Best for: Free open-source video
At a glance
The honest trade-offs
Audacity
Pros
- Free and open source forever
- Runs on Mac, Windows and Linux
- Massive bank of community tutorials
Watch-outs
- Interface feels stuck in the early 2000s
- Destructive editing model is error-prone
- No text-based editing or modern AI
Shotcut
Pros
- Free and open source, no upsells
- Cross-platform across Mac, Windows, Linux
- Handles 4K and most common formats
Watch-outs
- UI is functional, not slick
- Audio mixing is basic
- Occasional stability quirks on long projects
Which one should you pick?
Pick Audacity if
You’re building around indie podcasters on a budget. Audacity is the default answer to 'how do I edit a podcast for $0' and it's still a perfectly reasonable one. Interface looks like Windows XP, the workflow is fiddly next to modern tools, and the recent ownership change rattled the community — but it's free, runs everywhere, and does the basics well.
Pick Shotcut if
You’re building around free open-source video. Shotcut is the open-source video editor that doesn't get the DaVinci Resolve treatment but is genuinely useful. For Linux-curious or budget-conscious podcasters, it handles 4K and multicam without asking for a dime.
Also worth comparing
Or see all Audacity alternatives.
Frequently asked
What does Audacity do better than Shotcut?
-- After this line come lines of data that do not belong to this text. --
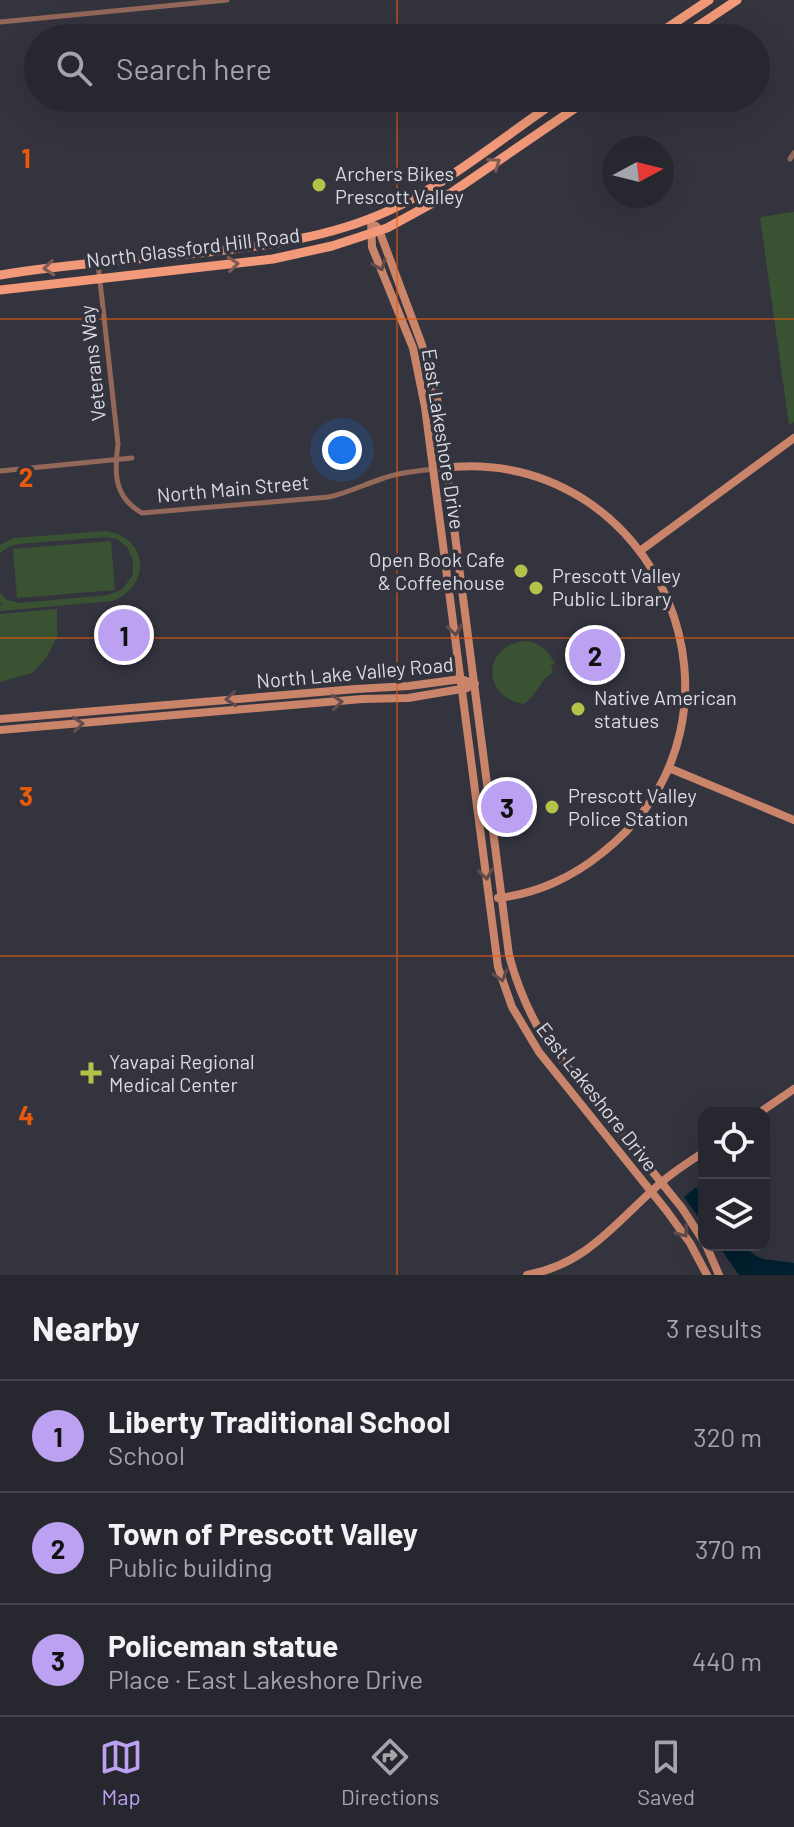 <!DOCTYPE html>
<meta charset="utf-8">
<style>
body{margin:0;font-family:Barlow,sans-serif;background:#2f2f37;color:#f1f3f6}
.controls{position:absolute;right:24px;bottom:24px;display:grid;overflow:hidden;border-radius:16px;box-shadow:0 8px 32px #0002}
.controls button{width:72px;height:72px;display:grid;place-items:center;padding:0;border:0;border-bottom:2px solid #43444b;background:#27272f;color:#f1f3f6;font:40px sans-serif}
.compass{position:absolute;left:602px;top:136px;width:72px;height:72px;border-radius:50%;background:#27272f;box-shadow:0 8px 32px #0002;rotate:83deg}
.you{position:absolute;left:342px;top:450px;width:28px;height:28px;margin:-20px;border:6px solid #fff;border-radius:50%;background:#1a73e8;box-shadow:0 0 0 12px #1a73e833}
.badge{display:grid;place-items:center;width:52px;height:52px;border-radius:50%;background:#bca0f2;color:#111;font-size:26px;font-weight:700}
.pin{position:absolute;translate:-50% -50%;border:4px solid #fff;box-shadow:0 2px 8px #0006}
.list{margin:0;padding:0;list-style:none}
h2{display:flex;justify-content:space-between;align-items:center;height:104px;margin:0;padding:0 32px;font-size:34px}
h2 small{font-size:26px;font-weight:400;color:#a4a5aa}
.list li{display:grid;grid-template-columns:52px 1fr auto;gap:24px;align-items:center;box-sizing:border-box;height:112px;padding:0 32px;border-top:2px solid #43444b}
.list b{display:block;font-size:30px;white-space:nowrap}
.list p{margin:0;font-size:26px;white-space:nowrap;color:#a4a5aa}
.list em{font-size:26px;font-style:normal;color:#a4a5aa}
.icon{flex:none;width:44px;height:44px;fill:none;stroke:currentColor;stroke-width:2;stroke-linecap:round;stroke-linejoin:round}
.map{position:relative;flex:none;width:794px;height:1275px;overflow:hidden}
.search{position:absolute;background:#27272f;box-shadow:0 8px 32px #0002;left:24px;right:24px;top:24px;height:88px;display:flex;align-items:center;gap:20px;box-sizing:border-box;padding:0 28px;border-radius:44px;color:#a4a5aa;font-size:30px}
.sheet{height:440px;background:#27272f}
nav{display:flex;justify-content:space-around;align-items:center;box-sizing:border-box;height:112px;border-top:2px solid #43444b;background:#27272f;font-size:22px;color:#a4a5aa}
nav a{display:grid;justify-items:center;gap:4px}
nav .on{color:#bca0f2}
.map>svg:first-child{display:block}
</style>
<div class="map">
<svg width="794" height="1275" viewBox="0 0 794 1275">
<rect width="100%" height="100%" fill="#34343f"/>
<path fill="#395232" d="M794,212v210l-5,3 -29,-208z
M107,531c42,8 44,54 6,70l-113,10v-6l2,-1 -2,-2v-9l7,7 13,3 88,-8 15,-6 10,-15v-14l-6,-13 -10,-8 -11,-2 -87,7 -9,2 -10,7v-8l14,-7z
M111,541l4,49 -98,8 -4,-49z
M57,609v28l-10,20 -15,16 -32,9v-68z
M527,641c14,3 22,10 28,23l-4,1 2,8c-15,7 -15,23 -30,31 -43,-8 -40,-61 4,-63z"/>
<path fill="#011f2e" d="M696,1187l8,10v28l-20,-28z
M718,1245h25l12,10 8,4 31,4v12h-55z"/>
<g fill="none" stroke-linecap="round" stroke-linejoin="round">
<path stroke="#946858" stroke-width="5" d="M0,22l227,-22
M790,159l4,-6
M98,263l20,181c-4,30 -4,53 24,69l187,-16c19,-4 36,-13 55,-19 16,-6 33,-7 50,-9
M0,471l132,-13"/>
<path stroke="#c9846a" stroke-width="8" d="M371,218l1,29 41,101 12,59 73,560 14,40 27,45 127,158 24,33 17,32
M376,226l3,4 43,115 16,58 71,552c8,31 19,56 35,83l138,170 22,34
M442,468c217,-25 332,250 160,385 -29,24 -66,41 -104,45
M640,551l154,-113
M0,719l356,-30 53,-3 52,-7 14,5
M0,730l362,-31 46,-1 59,-10
M669,768l125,52
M759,1113l35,-24
M706,1245l13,30
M527,1275c62,-11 91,-56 136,-94 13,-11 27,-20 41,-29"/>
<path stroke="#f19978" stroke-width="9" d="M652,38l57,-38
M680,38l57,-38
M0,275c66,-11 133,-15 199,-22 65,-7 130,-15 189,-42 63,-29 116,-75 173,-113
M0,290l273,-31 59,-13 55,-18 64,-35 139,-95"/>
</g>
<defs><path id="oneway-chevron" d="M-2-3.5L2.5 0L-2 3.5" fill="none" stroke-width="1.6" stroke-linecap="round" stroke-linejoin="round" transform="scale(2)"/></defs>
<g stroke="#805c56">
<use href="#oneway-chevron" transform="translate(495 163) rotate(-35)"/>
<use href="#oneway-chevron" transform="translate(233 264) rotate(-6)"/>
<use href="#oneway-chevron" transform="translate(49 268) rotate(174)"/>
</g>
<g stroke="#614c4c">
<use href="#oneway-chevron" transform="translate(380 265) rotate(68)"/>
<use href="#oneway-chevron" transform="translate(455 630) rotate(83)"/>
<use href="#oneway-chevron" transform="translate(231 699) rotate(175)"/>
<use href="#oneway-chevron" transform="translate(337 702) rotate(-5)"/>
<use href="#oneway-chevron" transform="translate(78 724) rotate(-5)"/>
<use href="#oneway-chevron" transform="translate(486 874) rotate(82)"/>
<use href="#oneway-chevron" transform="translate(501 976) rotate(73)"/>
<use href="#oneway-chevron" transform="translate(683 1232) rotate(54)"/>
</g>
<path fill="none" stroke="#e8590c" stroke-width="2" stroke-opacity="0.55" d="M397,0v38M397,98v1177M0,319h794M0,638h794M0,956h794"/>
<g fill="#b5c249" stroke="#34343f" stroke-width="3">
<circle cx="319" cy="185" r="8"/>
<circle cx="521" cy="571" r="8"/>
<circle cx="536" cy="588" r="8"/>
<circle cx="578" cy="709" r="8"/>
<circle cx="552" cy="807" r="8"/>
<path d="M87 1061h8v8h8v8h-8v8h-8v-8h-8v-8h8z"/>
</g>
<g text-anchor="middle" stroke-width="7" stroke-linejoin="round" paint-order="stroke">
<g font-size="20" fill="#dbdbe3" stroke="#34343f" text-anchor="start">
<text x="335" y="181">Archers Bikes<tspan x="335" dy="23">Prescott Valley</tspan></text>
<text x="505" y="567" text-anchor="end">Open Book Cafe<tspan x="505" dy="23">&amp; Coffeehouse</tspan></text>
<text x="552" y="583">Prescott Valley<tspan x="552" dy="23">Public Library</tspan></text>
<text x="594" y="705">Native American<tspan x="594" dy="23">statues</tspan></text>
<text x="568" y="803">Prescott Valley<tspan x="568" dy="23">Police Station</tspan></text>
<text x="109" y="1069">Yavapai Regional<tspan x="109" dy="23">Medical Center</tspan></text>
</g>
<g font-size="20" fill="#dbdbe3" stroke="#34343f">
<text transform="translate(193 248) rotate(-7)" y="7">North Glassford Hill Road</text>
<text transform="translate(93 363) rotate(-96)" y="7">Veterans Way</text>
<text transform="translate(443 439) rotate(81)" y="7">East Lakeshore Drive</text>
<text transform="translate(233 489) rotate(-5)" y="7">North Main Street</text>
<text transform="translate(355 673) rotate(-5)" y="7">North Lake Valley Road</text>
<text transform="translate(597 1097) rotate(52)" y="7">East Lakeshore Drive</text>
</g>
</g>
<g font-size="26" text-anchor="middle" font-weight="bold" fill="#e8590c" stroke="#34343f" stroke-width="7" stroke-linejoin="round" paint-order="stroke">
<text x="26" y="168">1</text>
<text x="26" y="487">2</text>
<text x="26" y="806">3</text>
<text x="26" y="1125">4</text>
</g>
</svg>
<div class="controls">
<button><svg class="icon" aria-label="locate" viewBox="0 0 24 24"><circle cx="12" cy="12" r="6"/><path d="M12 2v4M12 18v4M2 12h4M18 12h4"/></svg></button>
<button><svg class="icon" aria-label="layers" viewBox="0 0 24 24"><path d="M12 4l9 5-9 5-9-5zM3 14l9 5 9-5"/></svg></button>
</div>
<svg class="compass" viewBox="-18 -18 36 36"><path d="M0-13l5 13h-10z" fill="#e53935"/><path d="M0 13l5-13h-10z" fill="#a4a5aa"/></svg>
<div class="you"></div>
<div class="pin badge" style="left:124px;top:635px">1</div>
<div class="pin badge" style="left:595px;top:655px">2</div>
<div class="pin badge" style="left:507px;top:807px">3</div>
<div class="search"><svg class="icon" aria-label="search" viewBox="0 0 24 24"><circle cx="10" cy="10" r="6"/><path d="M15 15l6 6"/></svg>Search here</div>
</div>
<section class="sheet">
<h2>Nearby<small>3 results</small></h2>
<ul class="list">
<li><span class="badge">1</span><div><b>Liberty Traditional School</b><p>School</p></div><em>320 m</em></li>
<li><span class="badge">2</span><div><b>Town of Prescott Valley</b><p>Public building</p></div><em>370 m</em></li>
<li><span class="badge">3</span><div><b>Policeman statue</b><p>Place · East Lakeshore Drive</p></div><em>440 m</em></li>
</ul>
</section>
<nav>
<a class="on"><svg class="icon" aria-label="map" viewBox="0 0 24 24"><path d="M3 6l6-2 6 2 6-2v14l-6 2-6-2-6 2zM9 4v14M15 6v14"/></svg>Map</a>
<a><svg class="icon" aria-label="directions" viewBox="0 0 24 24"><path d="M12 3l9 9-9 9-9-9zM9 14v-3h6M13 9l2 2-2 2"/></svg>Directions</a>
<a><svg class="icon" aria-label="saved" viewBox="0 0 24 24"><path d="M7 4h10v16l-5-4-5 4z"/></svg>Saved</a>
</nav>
Audacity's standout is "Free and open source forever". Shotcut doesn't make that promise — it leans into "Free and open source, no upsells" instead. If the first sentence describes your workflow, pick Audacity; if the second does, pick Shotcut.
What are the trade-offs?
Audacity: interface feels stuck in the early 2000s. Shotcut: ui is functional, not slick. Whether either matters depends entirely on what you actually need — neither is a deal-breaker by itself.
Can I use Audacity and Shotcut together?
Both are editing tools so most teams pick one. Some workflows do combine them — for example, using Audacity for one show or episode type and Shotcut for another. Worth trying both free tiers before committing.